**What you should do:** With no line omitted, restate the records below exactly as they appear.

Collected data

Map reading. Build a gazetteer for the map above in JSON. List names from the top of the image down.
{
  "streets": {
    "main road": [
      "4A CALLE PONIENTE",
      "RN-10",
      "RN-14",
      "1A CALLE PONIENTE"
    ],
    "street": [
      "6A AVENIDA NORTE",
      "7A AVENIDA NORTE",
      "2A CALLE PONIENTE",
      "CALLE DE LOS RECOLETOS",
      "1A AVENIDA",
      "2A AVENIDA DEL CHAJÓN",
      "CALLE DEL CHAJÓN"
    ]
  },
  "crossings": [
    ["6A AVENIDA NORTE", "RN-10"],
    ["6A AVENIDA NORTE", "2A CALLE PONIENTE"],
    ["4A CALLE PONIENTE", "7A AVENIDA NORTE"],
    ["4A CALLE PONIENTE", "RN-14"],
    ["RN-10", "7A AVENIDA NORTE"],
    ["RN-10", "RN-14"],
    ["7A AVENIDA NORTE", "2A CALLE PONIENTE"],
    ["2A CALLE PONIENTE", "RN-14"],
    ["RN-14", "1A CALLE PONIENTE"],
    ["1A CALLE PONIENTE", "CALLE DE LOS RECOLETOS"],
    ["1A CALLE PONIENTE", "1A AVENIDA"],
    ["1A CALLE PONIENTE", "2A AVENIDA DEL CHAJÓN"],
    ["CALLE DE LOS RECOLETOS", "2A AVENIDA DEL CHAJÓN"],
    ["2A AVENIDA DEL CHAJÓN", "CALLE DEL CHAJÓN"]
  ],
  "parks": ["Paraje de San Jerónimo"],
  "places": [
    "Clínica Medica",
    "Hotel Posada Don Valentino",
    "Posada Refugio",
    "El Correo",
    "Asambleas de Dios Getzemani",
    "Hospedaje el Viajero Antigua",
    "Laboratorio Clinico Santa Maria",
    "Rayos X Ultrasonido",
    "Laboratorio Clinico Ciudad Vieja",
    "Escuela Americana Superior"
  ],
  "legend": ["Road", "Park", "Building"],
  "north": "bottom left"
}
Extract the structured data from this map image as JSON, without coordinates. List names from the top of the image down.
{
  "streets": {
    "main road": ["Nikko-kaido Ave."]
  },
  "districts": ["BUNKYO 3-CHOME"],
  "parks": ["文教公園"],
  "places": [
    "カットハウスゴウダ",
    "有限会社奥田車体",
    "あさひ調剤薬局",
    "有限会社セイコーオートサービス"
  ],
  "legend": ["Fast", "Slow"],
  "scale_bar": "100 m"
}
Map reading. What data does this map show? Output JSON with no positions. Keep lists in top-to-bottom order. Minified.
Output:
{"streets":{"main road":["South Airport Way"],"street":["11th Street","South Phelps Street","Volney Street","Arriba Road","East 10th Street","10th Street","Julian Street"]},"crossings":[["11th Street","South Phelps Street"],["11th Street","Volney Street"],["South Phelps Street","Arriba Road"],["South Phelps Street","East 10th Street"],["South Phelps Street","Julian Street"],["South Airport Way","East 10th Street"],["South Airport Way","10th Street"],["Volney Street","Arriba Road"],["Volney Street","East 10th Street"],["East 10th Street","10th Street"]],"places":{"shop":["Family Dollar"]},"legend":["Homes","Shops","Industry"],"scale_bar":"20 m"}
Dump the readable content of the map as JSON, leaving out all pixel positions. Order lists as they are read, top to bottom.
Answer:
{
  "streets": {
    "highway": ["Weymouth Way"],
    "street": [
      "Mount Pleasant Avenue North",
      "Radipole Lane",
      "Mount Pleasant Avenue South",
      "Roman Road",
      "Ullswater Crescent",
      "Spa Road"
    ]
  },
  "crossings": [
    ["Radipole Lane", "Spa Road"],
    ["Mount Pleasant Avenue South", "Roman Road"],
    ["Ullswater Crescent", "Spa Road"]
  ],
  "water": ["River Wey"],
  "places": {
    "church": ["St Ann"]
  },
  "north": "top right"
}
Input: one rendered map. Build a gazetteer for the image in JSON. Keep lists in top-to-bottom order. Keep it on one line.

**Exercise answer:**
Map reading. Build a gazetteer for the map above in JSON. List names from the top of the image down.
{
  "streets": {
    "main road": [
      "4A CALLE PONIENTE",
      "RN-10",
      "RN-14",
      "1A CALLE PONIENTE"
    ],
    "street": [
      "6A AVENIDA NORTE",
      "7A AVENIDA NORTE",
      "2A CALLE PONIENTE",
      "CALLE DE LOS RECOLETOS",
      "1A AVENIDA",
      "2A AVENIDA DEL CHAJÓN",
      "CALLE DEL CHAJÓN"
    ]
  },
  "crossings": [
    ["6A AVENIDA NORTE", "RN-10"],
    ["6A AVENIDA NORTE", "2A CALLE PONIENTE"],
    ["4A CALLE PONIENTE", "7A AVENIDA NORTE"],
    ["4A CALLE PONIENTE", "RN-14"],
    ["RN-10", "7A AVENIDA NORTE"],
    ["RN-10", "RN-14"],
    ["7A AVENIDA NORTE", "2A CALLE PONIENTE"],
    ["2A CALLE PONIENTE", "RN-14"],
    ["RN-14", "1A CALLE PONIENTE"],
    ["1A CALLE PONIENTE", "CALLE DE LOS RECOLETOS"],
    ["1A CALLE PONIENTE", "1A AVENIDA"],
    ["1A CALLE PONIENTE", "2A AVENIDA DEL CHAJÓN"],
    ["CALLE DE LOS RECOLETOS", "2A AVENIDA DEL CHAJÓN"],
    ["2A AVENIDA DEL CHAJÓN", "CALLE DEL CHAJÓN"]
  ],
  "parks": ["Paraje de San Jerónimo"],
  "places": [
    "Clínica Medica",
    "Hotel Posada Don Valentino",
    "Posada Refugio",
    "El Correo",
    "Asambleas de Dios Getzemani",
    "Hospedaje el Viajero Antigua",
    "Laboratorio Clinico Santa Maria",
    "Rayos X Ultrasonido",
    "Laboratorio Clinico Ciudad Vieja",
    "Escuela Americana Superior"
  ],
  "legend": ["Road", "Park", "Building"],
  "north": "bottom left"
}
Extract the structured data from this map image as JSON, without coordinates. List names from the top of the image down.
{
  "streets": {
    "main road": ["Nikko-kaido Ave."]
  },
  "districts": ["BUNKYO 3-CHOME"],
  "parks": ["文教公園"],
  "places": [
    "カットハウスゴウダ",
    "有限会社奥田車体",
    "あさひ調剤薬局",
    "有限会社セイコーオートサービス"
  ],
  "legend": ["Fast", "Slow"],
  "scale_bar": "100 m"
}
Map reading. What data does this map show? Output JSON with no positions. Keep lists in top-to-bottom order. Minified.
Output:
{"streets":{"main road":["South Airport Way"],"street":["11th Street","South Phelps Street","Volney Street","Arriba Road","East 10th Street","10th Street","Julian Street"]},"crossings":[["11th Street","South Phelps Street"],["11th Street","Volney Street"],["South Phelps Street","Arriba Road"],["South Phelps Street","East 10th Street"],["South Phelps Street","Julian Street"],["South Airport Way","East 10th Street"],["South Airport Way","10th Street"],["Volney Street","Arriba Road"],["Volney Street","East 10th Street"],["East 10th Street","10th Street"]],"places":{"shop":["Family Dollar"]},"legend":["Homes","Shops","Industry"],"scale_bar":"20 m"}
Dump the readable content of the map as JSON, leaving out all pixel positions. Order lists as they are read, top to bottom.
Answer:
{
  "streets": {
    "highway": ["Weymouth Way"],
    "street": [
      "Mount Pleasant Avenue North",
      "Radipole Lane",
      "Mount Pleasant Avenue South",
      "Roman Road",
      "Ullswater Crescent",
      "Spa Road"
    ]
  },
  "crossings": [
    ["Radipole Lane", "Spa Road"],
    ["Mount Pleasant Avenue South", "Roman Road"],
    ["Ullswater Crescent", "Spa Road"]
  ],
  "water": ["River Wey"],
  "places": {
    "church": ["St Ann"]
  },
  "north": "top right"
}
Input: one rendered map. Build a gazetteer for the image in JSON. Keep lists in top-to-bottom order. Keep it on one line.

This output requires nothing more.